US agencies were told to patch Linux systems by May 15 after a kernel flaw dubbed CopyFail began showing up in active attacks, according to TechCrunch. The vulnerability, tracked as CVE-2026-31431, allows a local user to escalate privileges to full root control on affected machines, and exploit code has been published publicly.

CopyFail’s reach is what makes it operationally expensive. TechCrunch reports the bug affects Linux kernel versions 7.0 and earlier, and researchers say it has been verified across mainstream enterprise and cloud distributions, including Red Hat Enterprise Linux, Ubuntu LTS, Amazon Linux and SUSE, with additional reports covering Debian, Fedora and Kubernetes environments. A patch was issued about a week after the kernel security team was notified in late March, but the article notes that fixes have not fully propagated through the distribution supply chain—kernel updates need to be packaged, tested, released, and then actually installed by operators who often delay reboots.

CISA’s order forces one corner of that ecosystem to move on a deadline, but most Linux machines are not federal desktops. They sit in data centres and cloud fleets where uptime targets and change-control procedures decide when a kernel can be swapped out. Theori, the security firm credited with discovering the flaw, is quoted describing an unusually large blast radius; that translates into a familiar scramble where defenders must first inventory which kernels they are running before they can even schedule maintenance.
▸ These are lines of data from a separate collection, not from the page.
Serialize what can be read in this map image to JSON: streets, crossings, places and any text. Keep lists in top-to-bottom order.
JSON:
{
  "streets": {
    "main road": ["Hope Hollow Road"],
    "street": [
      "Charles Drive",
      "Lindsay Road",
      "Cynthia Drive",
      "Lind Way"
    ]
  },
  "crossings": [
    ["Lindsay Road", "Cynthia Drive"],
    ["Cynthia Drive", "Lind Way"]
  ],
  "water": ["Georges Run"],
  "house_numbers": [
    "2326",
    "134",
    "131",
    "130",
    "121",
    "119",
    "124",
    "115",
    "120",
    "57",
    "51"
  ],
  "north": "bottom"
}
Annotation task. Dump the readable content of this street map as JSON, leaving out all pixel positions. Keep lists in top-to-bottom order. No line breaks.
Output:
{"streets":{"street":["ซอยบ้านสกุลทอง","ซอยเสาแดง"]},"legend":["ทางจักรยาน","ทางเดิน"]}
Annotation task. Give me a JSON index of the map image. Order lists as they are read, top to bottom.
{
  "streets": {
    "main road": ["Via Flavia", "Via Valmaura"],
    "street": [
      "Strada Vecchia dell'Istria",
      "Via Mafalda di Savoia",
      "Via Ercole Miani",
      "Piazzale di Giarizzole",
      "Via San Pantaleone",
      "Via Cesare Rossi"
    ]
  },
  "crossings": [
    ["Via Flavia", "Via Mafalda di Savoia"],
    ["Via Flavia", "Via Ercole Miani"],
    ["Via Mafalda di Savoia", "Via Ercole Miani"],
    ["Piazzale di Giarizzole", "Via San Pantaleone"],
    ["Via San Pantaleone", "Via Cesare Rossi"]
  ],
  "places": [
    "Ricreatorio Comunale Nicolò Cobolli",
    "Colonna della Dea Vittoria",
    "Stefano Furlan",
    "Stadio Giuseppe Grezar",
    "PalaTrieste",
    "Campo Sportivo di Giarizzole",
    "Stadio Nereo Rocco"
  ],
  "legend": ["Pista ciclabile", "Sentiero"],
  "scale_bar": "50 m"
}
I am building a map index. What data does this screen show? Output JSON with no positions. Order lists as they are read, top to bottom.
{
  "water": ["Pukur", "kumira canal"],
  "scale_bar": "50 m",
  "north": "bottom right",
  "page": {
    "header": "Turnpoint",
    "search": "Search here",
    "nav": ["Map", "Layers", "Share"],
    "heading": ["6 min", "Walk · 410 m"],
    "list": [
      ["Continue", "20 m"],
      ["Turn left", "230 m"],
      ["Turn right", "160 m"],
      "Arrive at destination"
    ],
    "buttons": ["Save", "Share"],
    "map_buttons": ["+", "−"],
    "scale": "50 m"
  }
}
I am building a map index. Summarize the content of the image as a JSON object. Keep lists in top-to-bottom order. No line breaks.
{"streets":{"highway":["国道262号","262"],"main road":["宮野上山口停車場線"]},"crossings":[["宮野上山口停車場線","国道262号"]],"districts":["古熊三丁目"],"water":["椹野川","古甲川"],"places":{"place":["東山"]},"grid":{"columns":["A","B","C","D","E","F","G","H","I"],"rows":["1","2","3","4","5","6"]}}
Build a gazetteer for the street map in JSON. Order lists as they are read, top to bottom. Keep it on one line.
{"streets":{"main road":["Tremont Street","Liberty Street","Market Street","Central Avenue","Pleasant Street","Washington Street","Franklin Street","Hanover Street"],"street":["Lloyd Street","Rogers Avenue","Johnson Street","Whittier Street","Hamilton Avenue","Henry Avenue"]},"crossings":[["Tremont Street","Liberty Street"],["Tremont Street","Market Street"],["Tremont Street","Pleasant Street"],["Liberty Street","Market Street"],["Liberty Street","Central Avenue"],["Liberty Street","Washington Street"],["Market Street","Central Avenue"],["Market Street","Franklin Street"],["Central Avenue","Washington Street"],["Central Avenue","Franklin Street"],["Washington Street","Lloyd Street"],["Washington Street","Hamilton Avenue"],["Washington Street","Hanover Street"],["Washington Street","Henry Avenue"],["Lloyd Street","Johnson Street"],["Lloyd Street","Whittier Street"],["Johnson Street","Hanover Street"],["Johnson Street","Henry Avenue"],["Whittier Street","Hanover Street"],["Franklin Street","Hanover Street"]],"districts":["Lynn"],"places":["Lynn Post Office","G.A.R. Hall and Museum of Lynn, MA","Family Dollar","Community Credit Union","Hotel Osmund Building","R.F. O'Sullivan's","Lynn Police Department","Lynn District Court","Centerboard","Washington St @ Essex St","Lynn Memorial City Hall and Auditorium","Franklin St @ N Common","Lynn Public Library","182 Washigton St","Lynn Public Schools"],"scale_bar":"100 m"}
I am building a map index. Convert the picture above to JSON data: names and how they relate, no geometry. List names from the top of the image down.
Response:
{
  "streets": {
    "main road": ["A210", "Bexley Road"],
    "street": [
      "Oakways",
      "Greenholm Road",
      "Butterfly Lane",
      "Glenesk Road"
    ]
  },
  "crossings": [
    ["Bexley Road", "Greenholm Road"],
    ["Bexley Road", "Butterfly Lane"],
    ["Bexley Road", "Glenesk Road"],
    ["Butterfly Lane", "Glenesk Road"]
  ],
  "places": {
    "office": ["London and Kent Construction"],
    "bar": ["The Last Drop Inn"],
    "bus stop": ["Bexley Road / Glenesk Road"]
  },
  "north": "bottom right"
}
The bug is not, by itself, a remote break-in. TechCrunch says CopyFail cannot be exploited “over the internet” on its own, but becomes dangerous when chained with another vulnerability that provides initial access—an exposed service, a stolen credential, a poisoned update, or a user tricked into running something. Microsoft is cited warning that such chaining can turn an internet-delivered foothold into full system control. In practice, this is what turns a single compromised account on a shared host into a platform-wide incident: once root is obtained, attackers can pivot to applications, databases and adjacent systems on the same network.

Linux’s dominance in servers means a kernel privilege-escalation bug is rarely confined to one vendor’s customers. Cloud providers, SaaS firms and enterprises often depend on the same upstream code, the same maintainers, and sometimes the same small set of people with commit rights. When exploit code is public and CISA says the vulnerability is already being exploited, the cost of “waiting for the next regular patch window” becomes a business decision, not a technical one.

The patch exists, and the deadline is written down. Whether it reaches every production kernel before attackers do will depend on who is willing to take the downtime.